Rin sent a runner into the township for a physician. Meanwhile, they laid the boy out on the grass and wiped away the blood and dirt caked to his skin as best they could using water from their canteens. Rin watched the boy’s chest throughout—it was bloody and discolored, caked over with dried blood and bruises, but still it rose and fell in a steady, determined rhythm.

When a physician arrived and cleaned the boy’s torso with alcohol, they learned that the source of the blood wasn’t deep—the wound was just a cut about two inches deep into his left shoulder. Enough to agonize but not to kill. The dirt had acted as a poultice, stemming a tide of blood that would have killed him otherwise.

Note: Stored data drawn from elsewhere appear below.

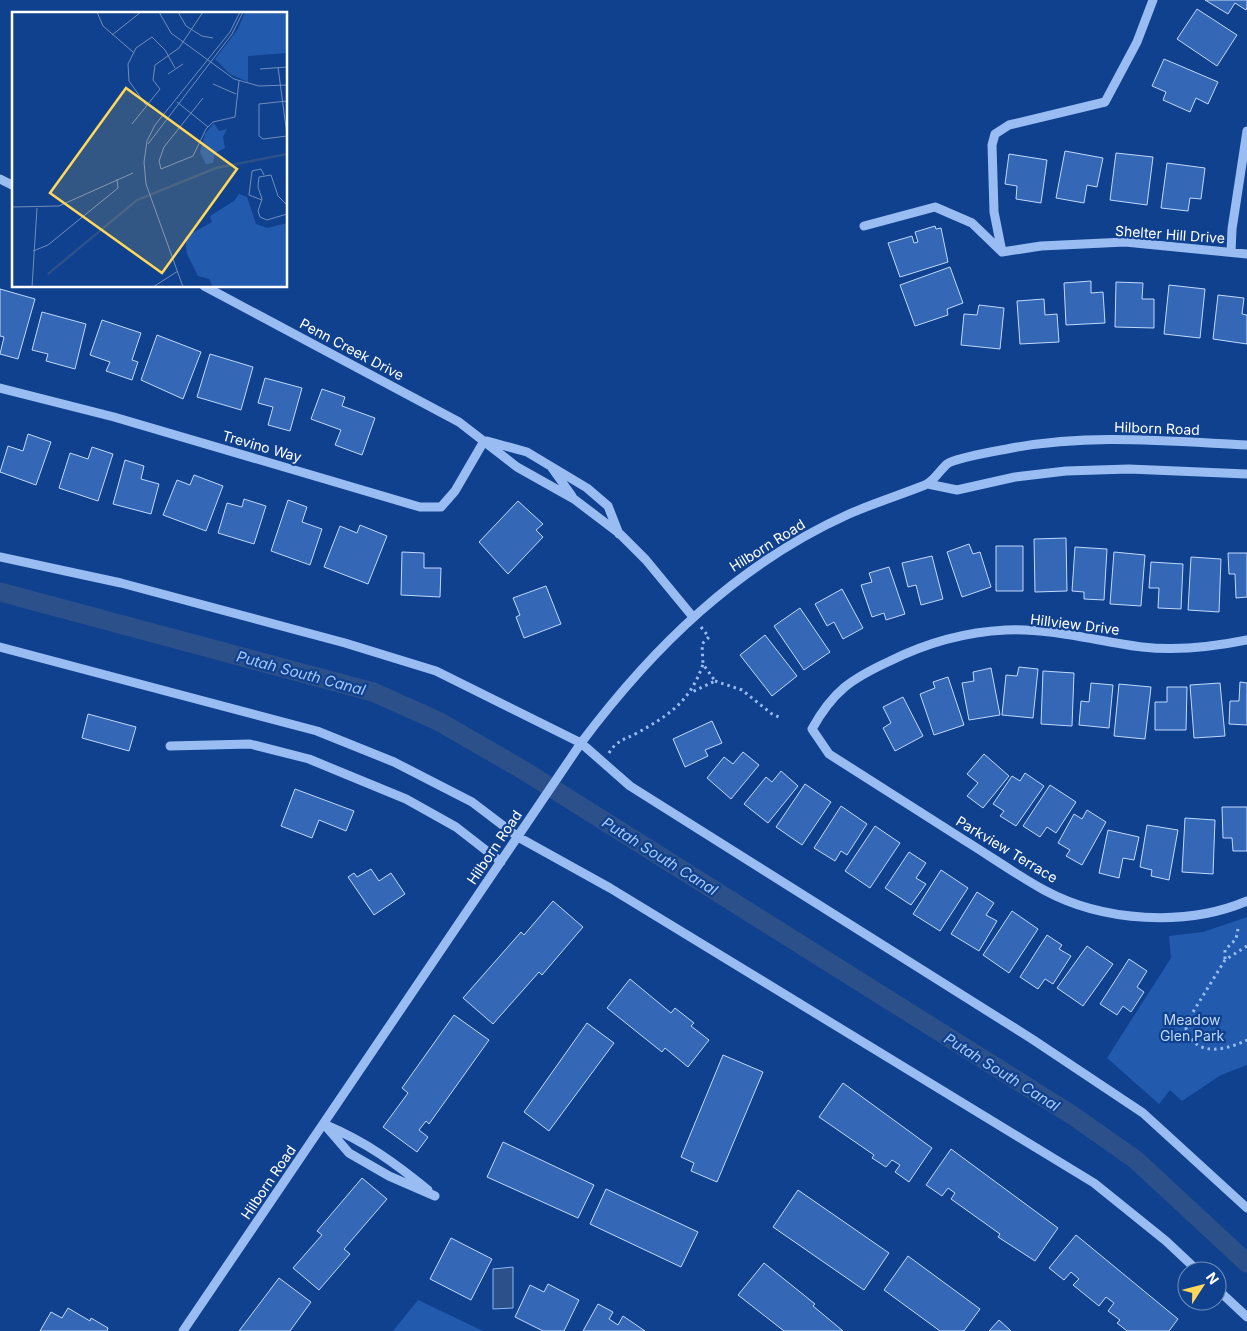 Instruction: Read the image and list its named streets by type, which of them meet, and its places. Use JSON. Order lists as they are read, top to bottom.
{
  "streets": {
    "street": [
      "Shelter Hill Drive",
      "Penn Creek Drive",
      "Hilborn Road",
      "Trevino Way",
      "Hillview Drive",
      "Parkview Terrace"
    ]
  },
  "crossings": [
    ["Penn Creek Drive", "Hilborn Road"],
    ["Penn Creek Drive", "Trevino Way"],
    ["Hillview Drive", "Parkview Terrace"]
  ],
  "water": ["Putah South Canal"],
  "parks": ["Meadow Glen Park"],
  "north": "top right"
} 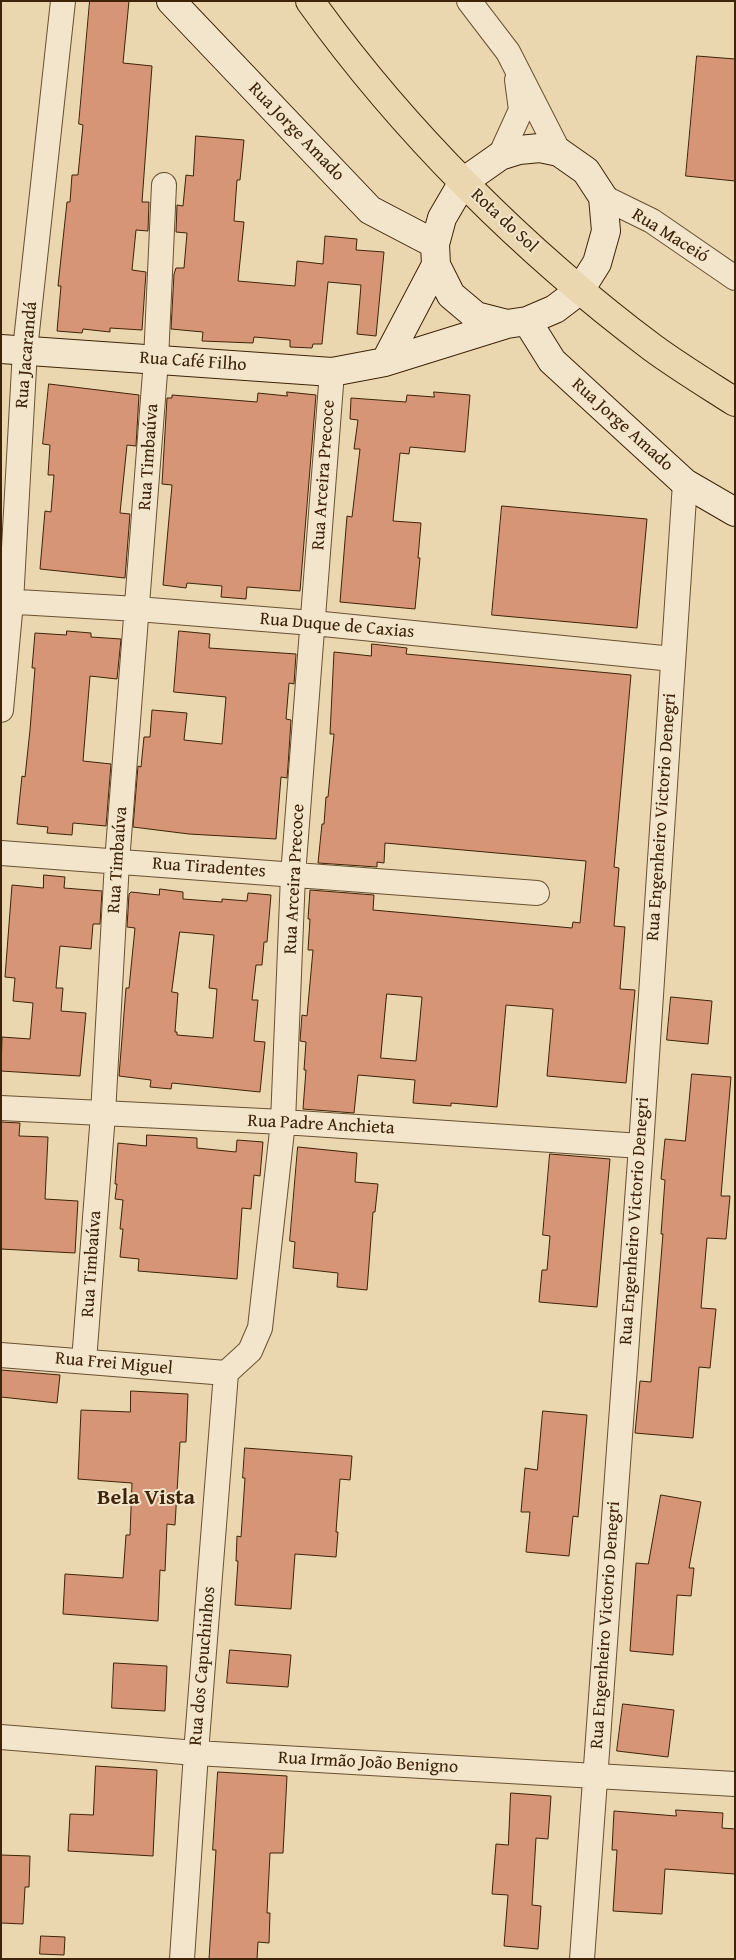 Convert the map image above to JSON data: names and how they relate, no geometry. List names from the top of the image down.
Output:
{
  "streets": {
    "highway": ["Rota do Sol"],
    "street": [
      "Rua Jorge Amado",
      "Rua Maceió",
      "Rua Jacarandá",
      "Rua Café Filho",
      "Rua Timbaúva",
      "Rua Arceira Precoce",
      "Rua Duque de Caxias",
      "Rua Engenheiro Victorio Denegri",
      "Rua Tiradentes",
      "Rua Padre Anchieta",
      "Rua Frei Miguel",
      "Rua dos Capuchinhos",
      "Rua Irmão João Benigno"
    ]
  },
  "crossings": [
    ["Rua Jorge Amado", "Rua Café Filho"],
    ["Rua Jorge Amado", "Rua Engenheiro Victorio Denegri"],
    ["Rota do Sol", "Rua Café Filho"],
    ["Rua Jacarandá", "Rua Café Filho"],
    ["Rua Jacarandá", "Rua Duque de Caxias"],
    ["Rua Café Filho", "Rua Timbaúva"],
    ["Rua Café Filho", "Rua Arceira Precoce"],
    ["Rua Timbaúva", "Rua Duque de Caxias"],
    ["Rua Timbaúva", "Rua Tiradentes"],
    ["Rua Timbaúva", "Rua Padre Anchieta"],
    ["Rua Timbaúva", "Rua Frei Miguel"],
    ["Rua Arceira Precoce", "Rua Duque de Caxias"],
    ["Rua Arceira Precoce", "Rua Tiradentes"],
    ["Rua Arceira Precoce", "Rua Padre Anchieta"],
    ["Rua Arceira Precoce", "Rua Frei Miguel"],
    ["Rua Arceira Precoce", "Rua dos Capuchinhos"],
    ["Rua Duque de Caxias", "Rua Engenheiro Victorio Denegri"],
    ["Rua Engenheiro Victorio Denegri", "Rua Padre Anchieta"],
    ["Rua Engenheiro Victorio Denegri", "Rua Irmão João Benigno"],
    ["Rua Frei Miguel", "Rua dos Capuchinhos"],
    ["Rua dos Capuchinhos", "Rua Irmão João Benigno"]
  ],
  "districts": ["Bela Vista"]
}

“Hold him tight,” said the physician. He uncorked a bottle of rice wine and tipped it over the wound.

The boy jerked awake, hissing in pain. His eyes fluttered open and locked on Rin’s.

“You’re okay,” she said as she pinned his arms against the ground. “You’re alive. Be brave.”

His eyes bulged. A vein pulsed in his clenched jaw as he writhed under their hands, but never once did he scream.

He couldn’t have survived out here for more than a few days. The infection, and lack of water, would have killed him if it had been any longer than that. That meant the killing fields were fresh. The Mugenese had slaughtered them just days before the Southern Army arrived.

Rin tried to figure out what that meant.

Why would you mass-slaughter a town just before another army arrived?

To make Rin’s victory shallow? To spit venom at an army they knew they couldn’t beat? To leave one last, cruel message?

No. Gods, no, please, that could not be the truth.

But she couldn’t think of any other rationale. Blood rushed to her temples as she watched the boy’s eyes roll into the back of his head. She was afraid to stand; she thought she, too, might faint.